Where in the listing does the string "roads" appear? Copy every line that holds it.

=====

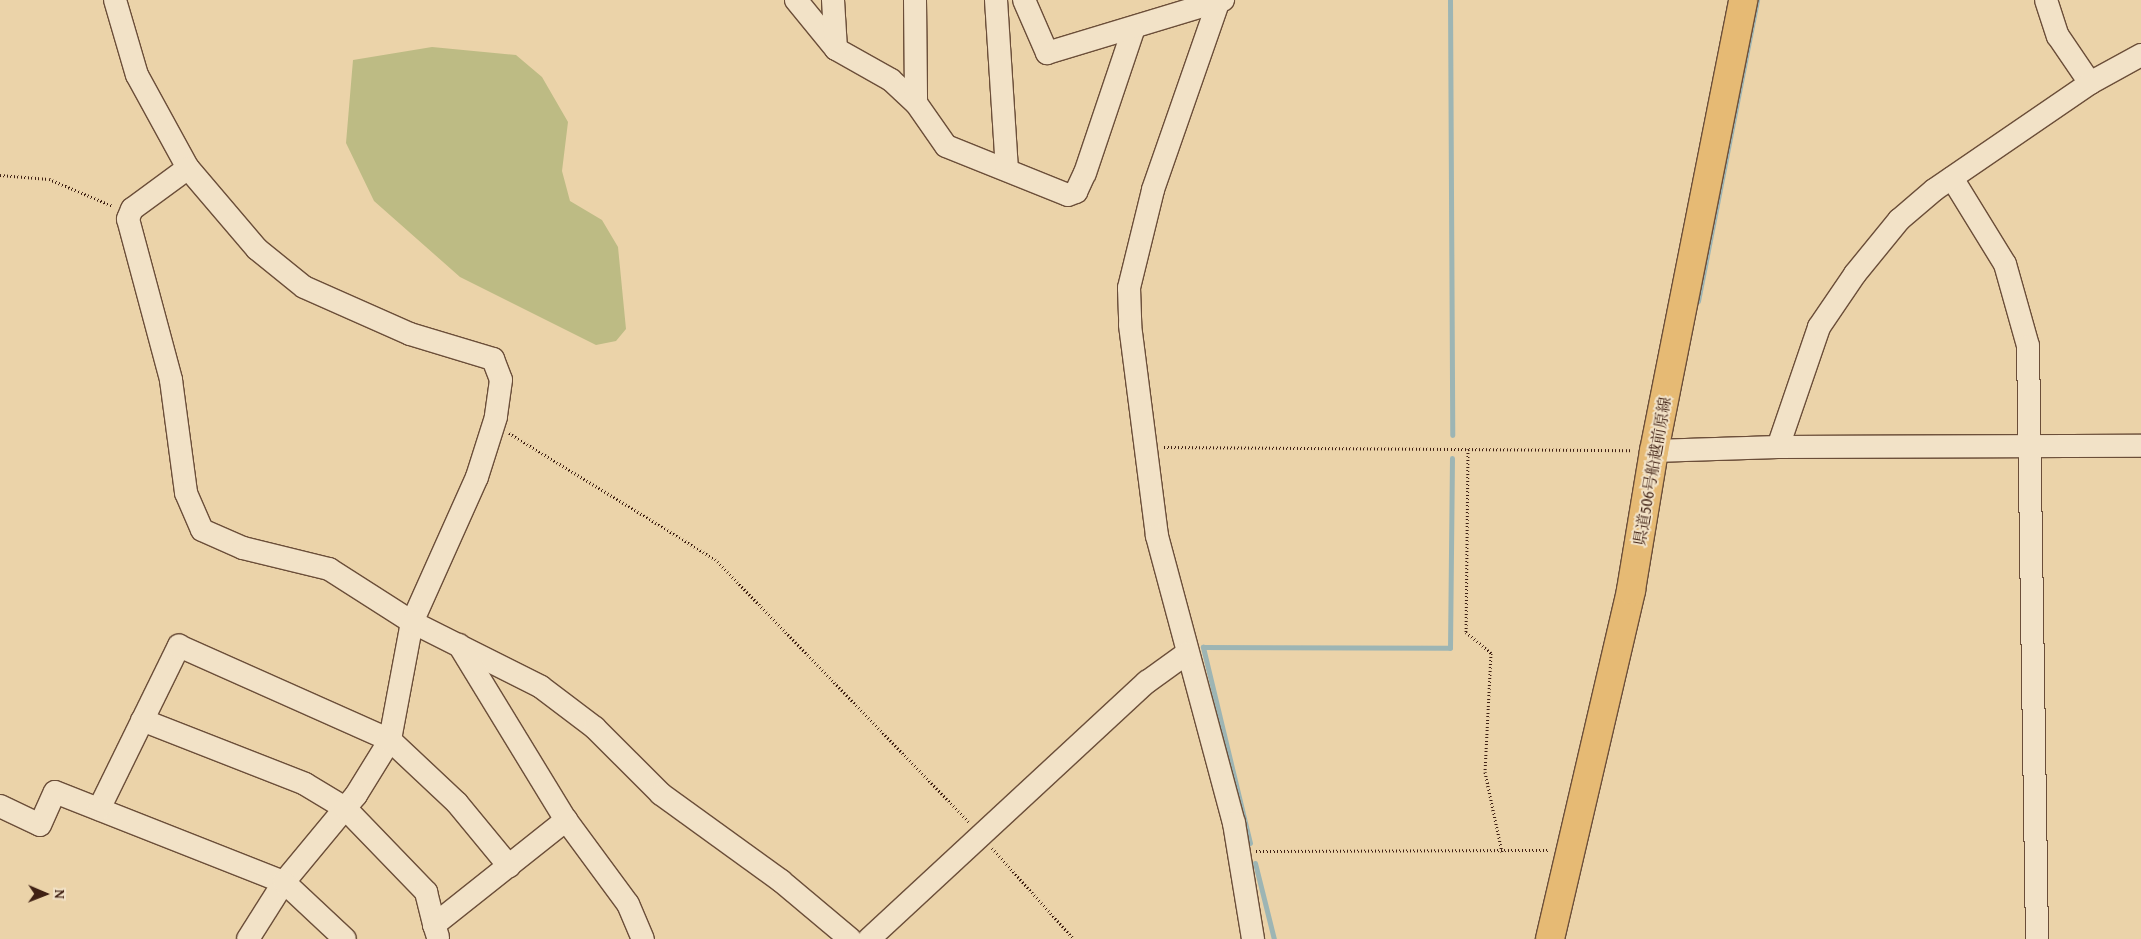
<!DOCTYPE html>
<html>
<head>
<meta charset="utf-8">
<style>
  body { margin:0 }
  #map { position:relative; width:2141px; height:939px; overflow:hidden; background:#ebd3a9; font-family:"Gentium Book Plus","Noto Serif JP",serif }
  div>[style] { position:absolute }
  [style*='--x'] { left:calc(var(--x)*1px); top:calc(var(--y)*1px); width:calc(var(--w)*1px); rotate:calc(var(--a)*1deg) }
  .green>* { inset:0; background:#bdbb84 }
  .stream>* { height:5px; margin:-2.5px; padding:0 2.5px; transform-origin:2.5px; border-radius:2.5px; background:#9db5b4 }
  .path>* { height:3px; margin-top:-1.5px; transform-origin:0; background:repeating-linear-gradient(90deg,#402114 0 1px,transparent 0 3.5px) }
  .roads { filter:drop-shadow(1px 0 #6b4e39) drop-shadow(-1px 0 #6b4e39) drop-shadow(0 1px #6b4e39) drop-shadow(0 -1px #6b4e39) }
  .minor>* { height:22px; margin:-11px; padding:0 11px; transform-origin:11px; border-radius:11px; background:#f2e2c7 }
  .major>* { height:28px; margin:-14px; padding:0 14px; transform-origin:14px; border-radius:14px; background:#e6ba74 }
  span { translate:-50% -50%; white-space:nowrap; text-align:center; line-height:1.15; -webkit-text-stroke:4px #f2e2c7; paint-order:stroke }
  .street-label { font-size:16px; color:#402114 }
  .north { position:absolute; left:20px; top:869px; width:50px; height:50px; -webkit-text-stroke:4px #f2e2c7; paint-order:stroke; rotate:91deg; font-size:14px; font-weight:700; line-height:20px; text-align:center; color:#402114 }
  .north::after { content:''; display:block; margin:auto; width:18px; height:22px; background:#402114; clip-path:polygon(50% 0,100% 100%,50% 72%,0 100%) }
</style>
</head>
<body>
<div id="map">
  <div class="green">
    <div style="clip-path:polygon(432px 47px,516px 55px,542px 77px,568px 122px,562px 171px,570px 201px,602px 220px,618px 247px,626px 329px,616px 341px,596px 345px,460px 277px,374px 201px,346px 143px,353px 60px)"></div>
  </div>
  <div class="stream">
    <div style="--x:1450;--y:0;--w:435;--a:89.7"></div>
    <div style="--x:1698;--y:301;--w:307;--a:-78.9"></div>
    <div style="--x:1250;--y:843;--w:202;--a:-103.5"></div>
    <div style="--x:1203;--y:647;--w:247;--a:0.2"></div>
    <div style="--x:1450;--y:648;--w:190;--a:-89.4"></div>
    <div style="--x:1255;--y:863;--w:78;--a:76"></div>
  </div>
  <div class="path">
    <div style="--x:0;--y:175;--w:49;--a:4.7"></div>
    <div style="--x:49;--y:179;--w:69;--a:22.9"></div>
    <div style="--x:509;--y:433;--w:241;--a:31.5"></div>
    <div style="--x:715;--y:559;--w:367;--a:46"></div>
    <div style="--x:1164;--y:447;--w:469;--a:0.4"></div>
    <div style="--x:1468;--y:449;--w:183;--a:90.6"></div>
    <div style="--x:1466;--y:632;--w:33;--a:40"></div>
    <div style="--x:1491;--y:653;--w:119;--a:92.9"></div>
    <div style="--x:1485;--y:772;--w:82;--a:78"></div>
    <div style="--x:992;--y:848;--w:122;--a:48"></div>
    <div style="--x:1256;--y:851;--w:294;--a:-0.2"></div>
  </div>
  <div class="roads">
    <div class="minor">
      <div style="--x:115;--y:0;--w:78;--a:73.7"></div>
      <div style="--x:137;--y:75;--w:106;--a:61.3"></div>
      <div style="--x:188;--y:168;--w:106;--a:49.6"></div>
      <div style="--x:257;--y:249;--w:60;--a:39"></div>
      <div style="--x:304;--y:287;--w:116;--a:23.9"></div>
      <div style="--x:410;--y:334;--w:87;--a:16.8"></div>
      <div style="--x:493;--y:359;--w:22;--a:69"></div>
      <div style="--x:501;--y:380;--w:37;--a:98"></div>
      <div style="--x:496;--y:417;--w:63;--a:107.6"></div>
      <div style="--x:477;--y:477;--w:159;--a:114.1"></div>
      <div style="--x:412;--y:622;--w:120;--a:100.6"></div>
      <div style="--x:390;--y:740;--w:65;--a:121.7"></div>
      <div style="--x:356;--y:795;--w:113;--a:129.6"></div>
      <div style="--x:284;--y:882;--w:67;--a:122.3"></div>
      <div style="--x:796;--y:0;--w:63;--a:50.8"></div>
      <div style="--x:836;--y:49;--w:63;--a:29.4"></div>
      <div style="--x:891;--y:80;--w:34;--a:43"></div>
      <div style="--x:916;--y:103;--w:52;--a:55.1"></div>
      <div style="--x:946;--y:146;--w:131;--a:21.9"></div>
      <div style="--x:1068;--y:195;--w:9;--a:-21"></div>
      <div style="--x:1076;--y:192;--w:21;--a:-65"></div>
      <div style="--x:1085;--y:173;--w:151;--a:-71.4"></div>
      <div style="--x:833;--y:0;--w:49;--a:86.5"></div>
      <div style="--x:915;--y:0;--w:103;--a:89.4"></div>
      <div style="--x:996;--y:0;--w:169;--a:86.3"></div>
      <div style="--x:1024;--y:0;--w:58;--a:66.5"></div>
      <div style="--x:1047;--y:53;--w:184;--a:-16.8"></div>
      <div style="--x:1219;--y:0;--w:201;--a:109.2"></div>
      <div style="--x:1153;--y:190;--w:101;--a:103.8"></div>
      <div style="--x:1129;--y:288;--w:37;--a:88"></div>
      <div style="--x:1130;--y:325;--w:213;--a:82.7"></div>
      <div style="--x:1157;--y:536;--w:297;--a:75"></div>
      <div style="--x:1234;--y:823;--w:118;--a:80.7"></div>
      <div style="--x:2046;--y:0;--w:38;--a:72"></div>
      <div style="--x:2058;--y:36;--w:57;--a:55.8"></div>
      <div style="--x:188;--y:168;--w:69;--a:143.8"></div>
      <div style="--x:132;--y:209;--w:11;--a:112"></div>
      <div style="--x:128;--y:219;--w:167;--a:75"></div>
      <div style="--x:171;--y:380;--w:114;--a:82.4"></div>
      <div style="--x:186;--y:493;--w:40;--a:66.6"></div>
      <div style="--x:202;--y:530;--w:45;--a:23.7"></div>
      <div style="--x:243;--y:548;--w:89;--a:13.7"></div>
      <div style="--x:329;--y:569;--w:98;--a:32.6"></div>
      <div style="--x:412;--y:622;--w:144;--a:26.7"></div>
      <div style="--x:541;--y:687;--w:68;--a:37.2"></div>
      <div style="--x:595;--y:728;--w:93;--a:45"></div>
      <div style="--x:661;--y:794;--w:148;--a:35.9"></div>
      <div style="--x:781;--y:881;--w:90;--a:40"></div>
      <div style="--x:1952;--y:178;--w:101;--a:58.4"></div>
      <div style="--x:2005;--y:264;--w:85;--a:74.3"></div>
      <div style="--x:2028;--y:346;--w:593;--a:89.13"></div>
      <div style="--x:1778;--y:447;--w:363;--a:-0.2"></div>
      <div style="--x:1654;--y:451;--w:124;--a:-1.8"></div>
      <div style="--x:1778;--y:447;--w:127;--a:-71.1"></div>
      <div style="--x:1819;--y:327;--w:64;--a:-55.8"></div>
      <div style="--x:1855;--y:274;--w:70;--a:-50.8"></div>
      <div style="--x:1899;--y:220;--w:46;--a:-40.6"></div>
      <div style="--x:1934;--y:190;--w:189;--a:-34.4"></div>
      <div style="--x:2090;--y:83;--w:58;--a:-28.8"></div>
      <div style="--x:459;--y:645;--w:205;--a:58.6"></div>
      <div style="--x:566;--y:820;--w:104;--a:53.6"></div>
      <div style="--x:628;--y:904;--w:38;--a:67"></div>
      <div style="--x:142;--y:720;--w:175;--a:21.4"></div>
      <div style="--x:305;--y:784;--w:47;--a:31"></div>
      <div style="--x:345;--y:808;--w:117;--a:46"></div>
      <div style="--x:426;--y:892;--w:34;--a:76"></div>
      <div style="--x:0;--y:806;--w:44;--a:25.4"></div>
      <div style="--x:40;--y:825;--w:36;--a:-66"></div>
      <div style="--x:55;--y:792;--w:246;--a:21.5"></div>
      <div style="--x:284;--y:882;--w:83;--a:43.1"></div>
      <div style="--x:99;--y:809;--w:182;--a:-63.9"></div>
      <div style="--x:179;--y:646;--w:231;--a:24"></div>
      <div style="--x:390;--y:740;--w:92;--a:43.2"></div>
      <div style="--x:457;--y:803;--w:82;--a:50.5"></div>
      <div style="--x:438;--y:937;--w:13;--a:-108"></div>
      <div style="--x:434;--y:925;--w:169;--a:-38.5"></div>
      <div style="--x:869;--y:939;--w:379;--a:-42.8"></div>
      <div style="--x:1147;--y:682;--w:49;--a:-35.9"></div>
    </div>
    <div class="major">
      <div style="--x:1550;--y:939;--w:358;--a:-76.9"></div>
      <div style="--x:1631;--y:590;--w:141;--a:-80.6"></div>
      <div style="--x:1654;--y:451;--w:460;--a:-78.8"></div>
    </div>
  </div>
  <div class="street-label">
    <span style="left:1652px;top:471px;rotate:-80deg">県道506号船越前原線</span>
  </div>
  <div class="north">N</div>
</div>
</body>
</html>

=====

• _WRITTEN SOLUTION_
  .roads { filter:drop-shadow(1px 0 #6b4e39) drop-shadow(-1px 0 #6b4e39) drop-shadow(0 1px #6b4e39) drop-shadow(0 -1px #6b4e39) }
  <div class="roads">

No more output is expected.